Vasiliy · Accepted Answer · 2013-09-07T18:43:15.177

In general:

Take whatever physical system to an extreme, and all the simple models which were developed by engineers will break apart.

Simple model for active power dissipation:

The statement about an exponential increase in heat dissipation at extreme overclocking is not consistent with the following equation:

$$P_g \propto C_gV^2f$$

but how the above equation was derived?

Well, it is based on the following simplification:

schematic

^{simulate this circuit – Schematic created using CircuitLab}

This model assumes that:

Transistors behave like an ideal, mutually exclusive switches (no overlap in time when both switches are ON)
All capacitances may be represented as a single equivalent capacitor at the output
No leakage currents
No inductances
More assumptions

Under the above assumptions, you can think of inverter's (or any other logic gate's) action as of charging the output capacitor to \$V_{dd}\$ (which consumes \$\frac{1}{2}C_{tot}V_{dd}^2\$ Watt from the power supply), and then discharging it to ground (which does not consume additional power). The frequency factor \$f\$ is added to represent an amount of such cycles per second.

In fact, it is surprising that the above equation may be an accurate estimation of dynamic power at all, given the huge amount of non-trivial assumptions made. And indeed, this result may be used for the first order analysis only - any serious discussion of power dissipation in modern CPUs can't rely on such a simplified model.

How the simple model breaks:

All the assumptions made while developing the above simplified model break at some point. However, the most delicate assumption which can't hold for an extreme frequencies is that of two mutually exclusive ideal switches.

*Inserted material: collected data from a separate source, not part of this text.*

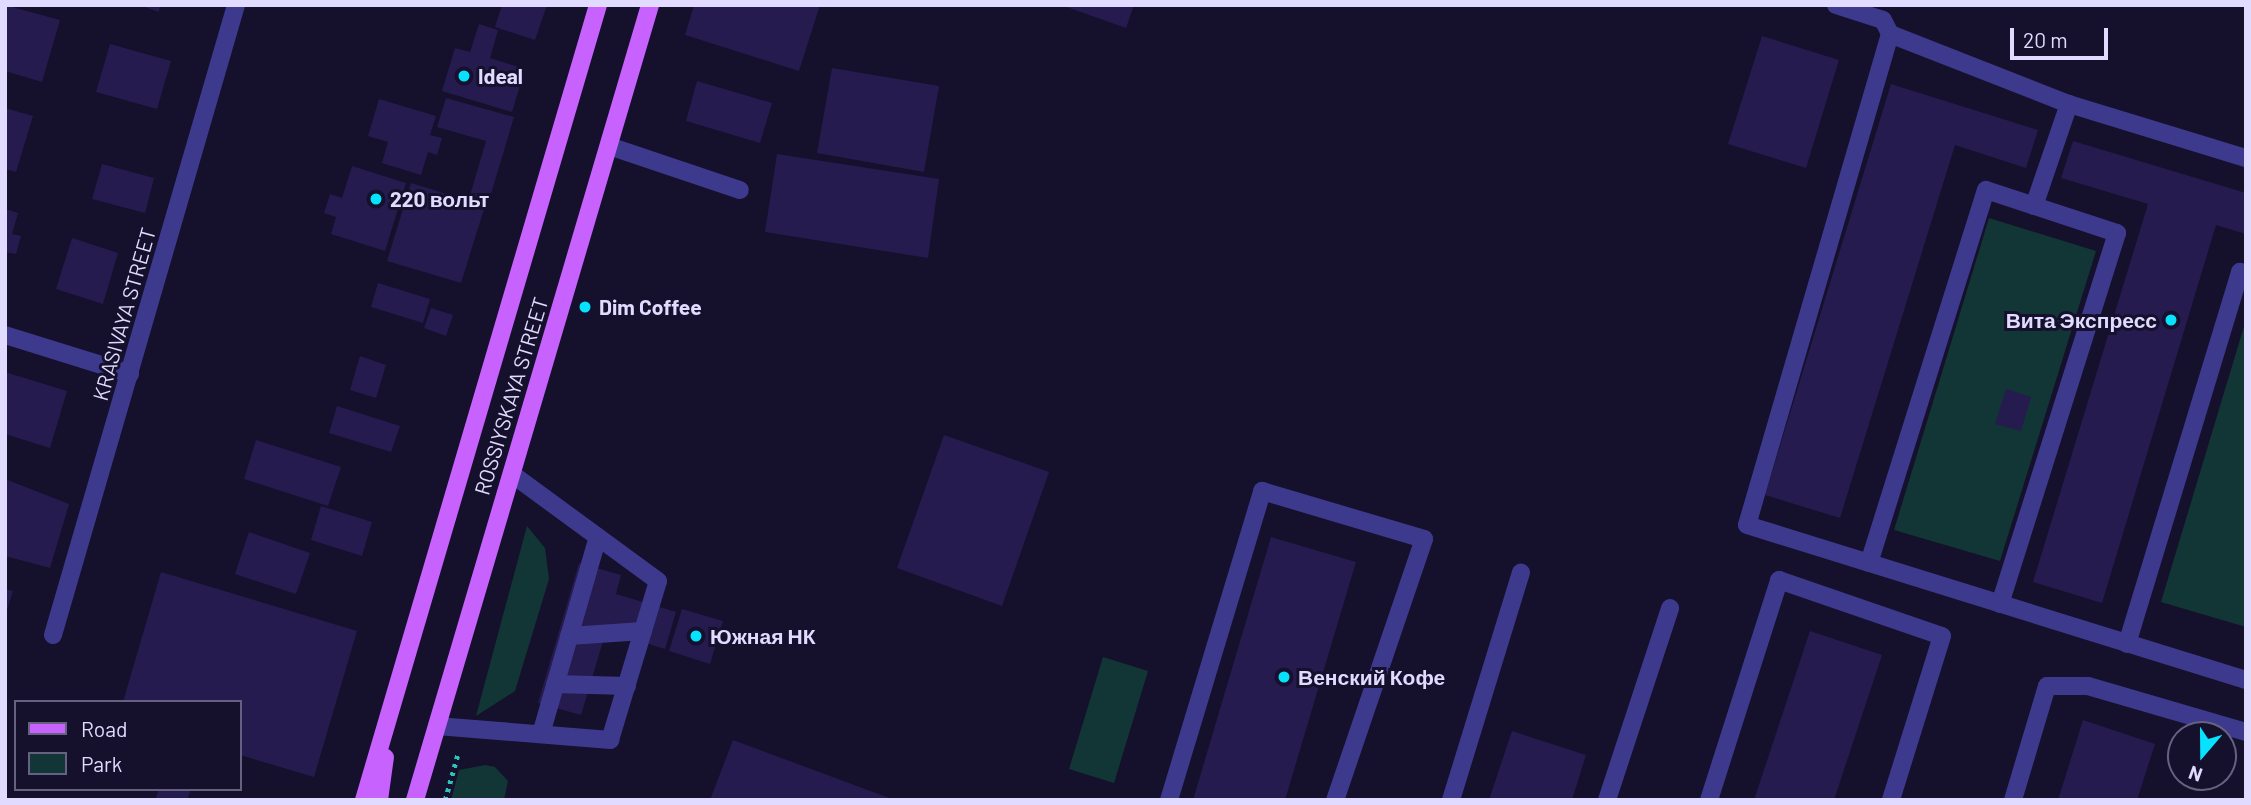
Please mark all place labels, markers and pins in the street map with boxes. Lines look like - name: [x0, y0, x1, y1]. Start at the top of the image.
- place label: Ideal: [478, 63, 523, 89]
- marker: Ideal: [456, 68, 472, 84]
- place label: 220 вольт: [390, 186, 489, 212]
- marker: 220 вольт: [368, 191, 384, 207]
- place label: Dim Coffee: [599, 294, 702, 320]
- marker: Dim Coffee: [577, 299, 593, 315]
- place label: Вита Экспресс: [2006, 307, 2157, 333]
- marker: Вита Экспресс: [2163, 312, 2179, 328]
- place label: Южная НК: [710, 623, 816, 649]
- marker: Южная НК: [688, 628, 704, 644]
- place label: Венский Кофе: [1298, 664, 1445, 690]
- marker: Венский Кофе: [1276, 669, 1292, 685]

The real inverter has non-ideal Voltage Transfer Curve (VTC) - a relation between inverter's input and output voltages:

enter image description here

On the above VTC the operational modes of both NMOS and PMOS were marked. We can see that during switching there will be time when both NMOS and PMOS are conducting at the same time. This means that not all the current drawn from the power supply will flow to "output capacitor" - part of the current will flow directly to ground, thus increasing the power consumption:

enter image description here

What this has to do with frequency:

When the frequency is relatively low, the switching time of the inverter comprises negligible part of the total operational time:

enter image description here

However, when the frequency is pushed to the limit, the inverter "switches continuously" - it is almost always in switching activity, thus dissipating a lot of power due to direct ground path for the current (time scale changed):

enter image description here

Maybe it is possible to try to model this and see if the result is exponential, but I prefer to use simulations (however, the simulation will account for all non-idealities, not just this one).

Simulation results:

In simulation I measured the total energy (integral of power) drawn from an ideal power supply by an inverter in the following configuration:

enter image description here

The first and the last inverters are there just in order to model a real driving and loading conditions.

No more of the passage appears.